TFSA becoming a tax-saving dynamo – if you have the cash

First the good news: The Canada Revenue Agency has allowed Tax Free Savings Account (TFSA) holders to put another $5,500 in their accounts in 2014. The total contribution room for anyone who hasn’t contributed to the TFSA since it was introduced in 2009 is now $31,000. The CRA is expected to boost the contribution limit by at least another $5,500 the following year, and each year after.

That means starting in January, up to $31,000 in just about any kind of investment can generate tax-free gains, giving the TFSA the breadth to create entire tax-free portfolios. Investors can initiate strategies to maximize returns and limit risk by diversifying across sectors and geographic regions, and tuck a portion away in fixed income for safety.

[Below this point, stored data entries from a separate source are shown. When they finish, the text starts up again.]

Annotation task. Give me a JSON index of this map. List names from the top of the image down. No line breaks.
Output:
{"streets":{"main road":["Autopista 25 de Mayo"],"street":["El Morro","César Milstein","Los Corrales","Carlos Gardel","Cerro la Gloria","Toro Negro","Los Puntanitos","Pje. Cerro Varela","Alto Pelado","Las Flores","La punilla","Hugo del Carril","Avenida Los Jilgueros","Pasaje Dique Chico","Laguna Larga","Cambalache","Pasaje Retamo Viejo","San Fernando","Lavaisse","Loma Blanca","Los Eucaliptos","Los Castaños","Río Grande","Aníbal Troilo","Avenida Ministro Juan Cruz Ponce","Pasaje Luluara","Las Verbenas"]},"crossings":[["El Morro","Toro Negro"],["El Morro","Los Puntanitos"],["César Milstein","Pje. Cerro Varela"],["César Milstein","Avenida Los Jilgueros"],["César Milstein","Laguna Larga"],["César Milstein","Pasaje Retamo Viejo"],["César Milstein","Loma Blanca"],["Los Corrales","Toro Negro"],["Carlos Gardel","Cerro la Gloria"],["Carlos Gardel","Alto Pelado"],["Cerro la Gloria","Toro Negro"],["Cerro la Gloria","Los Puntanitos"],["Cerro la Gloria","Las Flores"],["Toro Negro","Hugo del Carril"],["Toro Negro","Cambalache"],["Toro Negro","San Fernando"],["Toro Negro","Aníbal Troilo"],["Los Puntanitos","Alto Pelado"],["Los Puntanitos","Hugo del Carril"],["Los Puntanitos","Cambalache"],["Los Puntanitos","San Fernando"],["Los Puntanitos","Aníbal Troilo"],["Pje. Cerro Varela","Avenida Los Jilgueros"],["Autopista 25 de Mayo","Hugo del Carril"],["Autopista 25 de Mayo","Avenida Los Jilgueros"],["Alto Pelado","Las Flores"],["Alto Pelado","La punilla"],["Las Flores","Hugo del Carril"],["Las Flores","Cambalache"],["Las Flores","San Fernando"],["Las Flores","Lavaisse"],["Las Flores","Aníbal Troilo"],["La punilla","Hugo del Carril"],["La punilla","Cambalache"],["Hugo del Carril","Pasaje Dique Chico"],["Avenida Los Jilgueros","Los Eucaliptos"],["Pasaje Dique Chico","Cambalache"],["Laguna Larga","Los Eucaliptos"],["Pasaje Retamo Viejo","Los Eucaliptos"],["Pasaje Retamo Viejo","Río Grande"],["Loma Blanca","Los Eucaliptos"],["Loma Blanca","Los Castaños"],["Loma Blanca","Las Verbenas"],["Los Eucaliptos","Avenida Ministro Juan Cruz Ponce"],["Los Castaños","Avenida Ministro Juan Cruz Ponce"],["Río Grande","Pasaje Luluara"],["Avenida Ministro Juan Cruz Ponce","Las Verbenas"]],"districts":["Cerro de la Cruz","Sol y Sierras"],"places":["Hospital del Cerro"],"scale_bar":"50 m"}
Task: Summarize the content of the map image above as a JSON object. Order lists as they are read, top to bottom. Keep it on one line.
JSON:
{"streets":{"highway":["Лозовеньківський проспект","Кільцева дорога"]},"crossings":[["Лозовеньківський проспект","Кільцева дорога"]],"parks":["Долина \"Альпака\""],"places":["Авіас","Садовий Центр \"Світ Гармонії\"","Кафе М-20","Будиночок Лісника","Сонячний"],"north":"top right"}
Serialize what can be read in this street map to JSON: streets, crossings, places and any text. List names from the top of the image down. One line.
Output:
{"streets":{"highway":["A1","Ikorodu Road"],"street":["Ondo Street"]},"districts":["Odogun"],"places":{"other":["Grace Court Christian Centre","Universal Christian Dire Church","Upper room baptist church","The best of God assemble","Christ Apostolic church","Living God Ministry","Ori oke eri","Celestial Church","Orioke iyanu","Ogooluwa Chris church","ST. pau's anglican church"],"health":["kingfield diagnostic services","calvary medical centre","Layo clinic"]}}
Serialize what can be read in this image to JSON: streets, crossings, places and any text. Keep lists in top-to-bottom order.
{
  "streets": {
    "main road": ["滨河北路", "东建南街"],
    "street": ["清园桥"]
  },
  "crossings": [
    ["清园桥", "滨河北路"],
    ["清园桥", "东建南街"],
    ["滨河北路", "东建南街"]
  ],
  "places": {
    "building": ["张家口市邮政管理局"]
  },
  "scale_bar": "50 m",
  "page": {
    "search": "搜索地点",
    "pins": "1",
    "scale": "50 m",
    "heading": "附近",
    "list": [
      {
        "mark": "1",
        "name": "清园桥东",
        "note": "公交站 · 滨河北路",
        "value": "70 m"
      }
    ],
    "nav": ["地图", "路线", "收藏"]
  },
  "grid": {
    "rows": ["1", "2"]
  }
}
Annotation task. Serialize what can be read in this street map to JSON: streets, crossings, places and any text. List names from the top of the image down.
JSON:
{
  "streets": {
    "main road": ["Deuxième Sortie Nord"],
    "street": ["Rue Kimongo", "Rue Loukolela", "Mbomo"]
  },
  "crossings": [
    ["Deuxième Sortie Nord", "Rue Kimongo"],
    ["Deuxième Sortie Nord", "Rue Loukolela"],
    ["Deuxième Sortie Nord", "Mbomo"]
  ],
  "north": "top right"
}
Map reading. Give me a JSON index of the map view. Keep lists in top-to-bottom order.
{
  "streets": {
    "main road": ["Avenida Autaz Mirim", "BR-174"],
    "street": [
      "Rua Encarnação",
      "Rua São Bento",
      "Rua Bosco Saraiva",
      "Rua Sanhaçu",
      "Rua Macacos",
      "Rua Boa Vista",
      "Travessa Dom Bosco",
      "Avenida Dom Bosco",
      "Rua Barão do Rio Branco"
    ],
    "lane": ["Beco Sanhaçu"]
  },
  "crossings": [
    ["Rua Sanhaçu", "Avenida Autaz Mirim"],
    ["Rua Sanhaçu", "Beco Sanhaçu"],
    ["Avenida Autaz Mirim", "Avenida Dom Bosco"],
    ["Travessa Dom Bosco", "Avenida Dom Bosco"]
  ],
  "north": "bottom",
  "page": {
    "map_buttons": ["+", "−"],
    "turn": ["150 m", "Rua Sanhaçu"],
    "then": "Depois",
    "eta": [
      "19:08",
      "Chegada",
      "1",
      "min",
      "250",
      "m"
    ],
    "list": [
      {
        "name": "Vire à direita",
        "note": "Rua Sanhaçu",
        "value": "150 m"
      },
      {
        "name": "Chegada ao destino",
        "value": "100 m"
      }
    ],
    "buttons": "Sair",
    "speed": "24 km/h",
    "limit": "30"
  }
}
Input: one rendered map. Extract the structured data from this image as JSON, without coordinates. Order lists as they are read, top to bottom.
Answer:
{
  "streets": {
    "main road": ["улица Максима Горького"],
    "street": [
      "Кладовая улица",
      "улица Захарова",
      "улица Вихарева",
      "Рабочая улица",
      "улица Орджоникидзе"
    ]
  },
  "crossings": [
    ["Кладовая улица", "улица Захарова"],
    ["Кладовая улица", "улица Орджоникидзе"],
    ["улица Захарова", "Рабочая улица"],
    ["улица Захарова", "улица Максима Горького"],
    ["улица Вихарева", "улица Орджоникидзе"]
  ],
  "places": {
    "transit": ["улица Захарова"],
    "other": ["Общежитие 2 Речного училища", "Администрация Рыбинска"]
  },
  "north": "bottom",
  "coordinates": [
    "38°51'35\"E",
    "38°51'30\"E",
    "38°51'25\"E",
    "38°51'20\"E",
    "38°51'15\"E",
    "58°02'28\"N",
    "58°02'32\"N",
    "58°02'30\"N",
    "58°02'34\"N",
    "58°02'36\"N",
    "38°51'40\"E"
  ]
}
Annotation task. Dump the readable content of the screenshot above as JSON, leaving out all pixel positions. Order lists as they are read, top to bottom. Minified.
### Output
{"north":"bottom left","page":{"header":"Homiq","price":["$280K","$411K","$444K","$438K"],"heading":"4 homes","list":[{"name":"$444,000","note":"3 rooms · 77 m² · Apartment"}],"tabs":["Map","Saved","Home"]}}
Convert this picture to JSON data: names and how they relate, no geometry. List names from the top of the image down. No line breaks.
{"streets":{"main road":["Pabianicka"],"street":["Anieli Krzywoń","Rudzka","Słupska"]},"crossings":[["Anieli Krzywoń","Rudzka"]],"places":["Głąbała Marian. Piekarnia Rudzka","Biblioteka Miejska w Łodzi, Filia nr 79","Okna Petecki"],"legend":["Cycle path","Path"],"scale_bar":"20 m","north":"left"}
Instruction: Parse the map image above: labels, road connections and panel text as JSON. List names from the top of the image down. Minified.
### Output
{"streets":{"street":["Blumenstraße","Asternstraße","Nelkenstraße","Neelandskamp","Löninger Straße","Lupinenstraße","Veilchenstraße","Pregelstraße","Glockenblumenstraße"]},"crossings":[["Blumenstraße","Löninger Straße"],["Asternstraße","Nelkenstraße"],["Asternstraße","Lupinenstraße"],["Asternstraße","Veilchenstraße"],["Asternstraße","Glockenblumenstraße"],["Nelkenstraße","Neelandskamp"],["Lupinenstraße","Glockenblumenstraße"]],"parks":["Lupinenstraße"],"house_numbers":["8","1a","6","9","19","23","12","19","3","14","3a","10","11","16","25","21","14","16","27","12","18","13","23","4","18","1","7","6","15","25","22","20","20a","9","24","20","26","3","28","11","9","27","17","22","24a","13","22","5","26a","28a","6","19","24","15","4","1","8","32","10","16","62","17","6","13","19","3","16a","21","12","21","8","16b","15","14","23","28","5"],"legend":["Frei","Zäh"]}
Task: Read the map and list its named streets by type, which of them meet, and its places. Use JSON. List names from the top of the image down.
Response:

More sophisticated investors can even dabble in derivatives.

Now the bad news

You have to come up with the maximum contributions to get the full benefit of the TFSA. For most Canadians overburdened by debt and trying to make ends meet day-to-day, that’s not going to happen.

The CRA doesn’t keep regular tabs on how much we’re tucking away in our TFSA’s on a national level but they do have a few telling facts. At the onset of 2013 more than nine million Canadians had tax free savings accounts – less than half of eligible Canadians 18 years or older. At last count the Canada Revenue Agency estimated the total value of assets in all TFSAs at $62 billion.

That means the average tax free savings account had a value of $6,900. A spokesperson for the CRA says that includes any gains on the contribution, which likely puts the average total contributions over the past four years well below the $31,000 limit.

Tax free savings account limits are becoming as pointless for most Canadians as registered retirement saving plan (RRSP) limits. The maximum RRSP deduction limit for the 2013 tax year is 18 per cent of earned income up to $23,820. A recent Sun Life Financial/Ipsos Reid poll found only 36 per cent of eligible Canadians even make contributions to their RRSPs. Another recent Bank of Montreal survey found the average RRSP contribution last year was only $4,670.

TFSA or RRSP

For the overwhelming majority of Canadians it comes down to choosing between putting their saving in a TFSA or an RRSP. If you’re one of them here’s something to keep in mind:

While an RRSP contribution generates an immediate tax refund, all contributions and gains are fully taxed when they are withdrawn in retirement. You will eventually be required to withdraw a minimum amount. If your RRSP generates big returns you will be taxed in a higher bracket, and you could end up paying as much as you saved, or more, in the end.

Even if your RRSP generates modest returns there is a real risk income tax rates will be higher in the future. Right now the Federal government is struggling to balance its budget by 2015 and some provinces, including Ontario and Quebec are drowning in debt. As Baby Boomers live longer in retirement, pressure will grow to generate revenue from those with taxable income.

A TFSA, on the other hand, doesn’t provide an immediate tax break but contributions and gains are never taxed.

The best solution is to split your contribution between both, starting with your RRSP. As an example, if you earn more than $43,000 a year you are taxed on a Federal level at 22 per cent. Anything below that is taxed at 15 per cent. Contributing anything over $43,000 to your RRSP will result in a 22 per cent refund. That refund, and any other money you can come up with, can go into your TFSA.

When the funds are withdrawn in retirement, the RRSP portion of your living expenses will be taxed in a lower bracket, and the rest from the TFSA is – like the name says – will be tax free.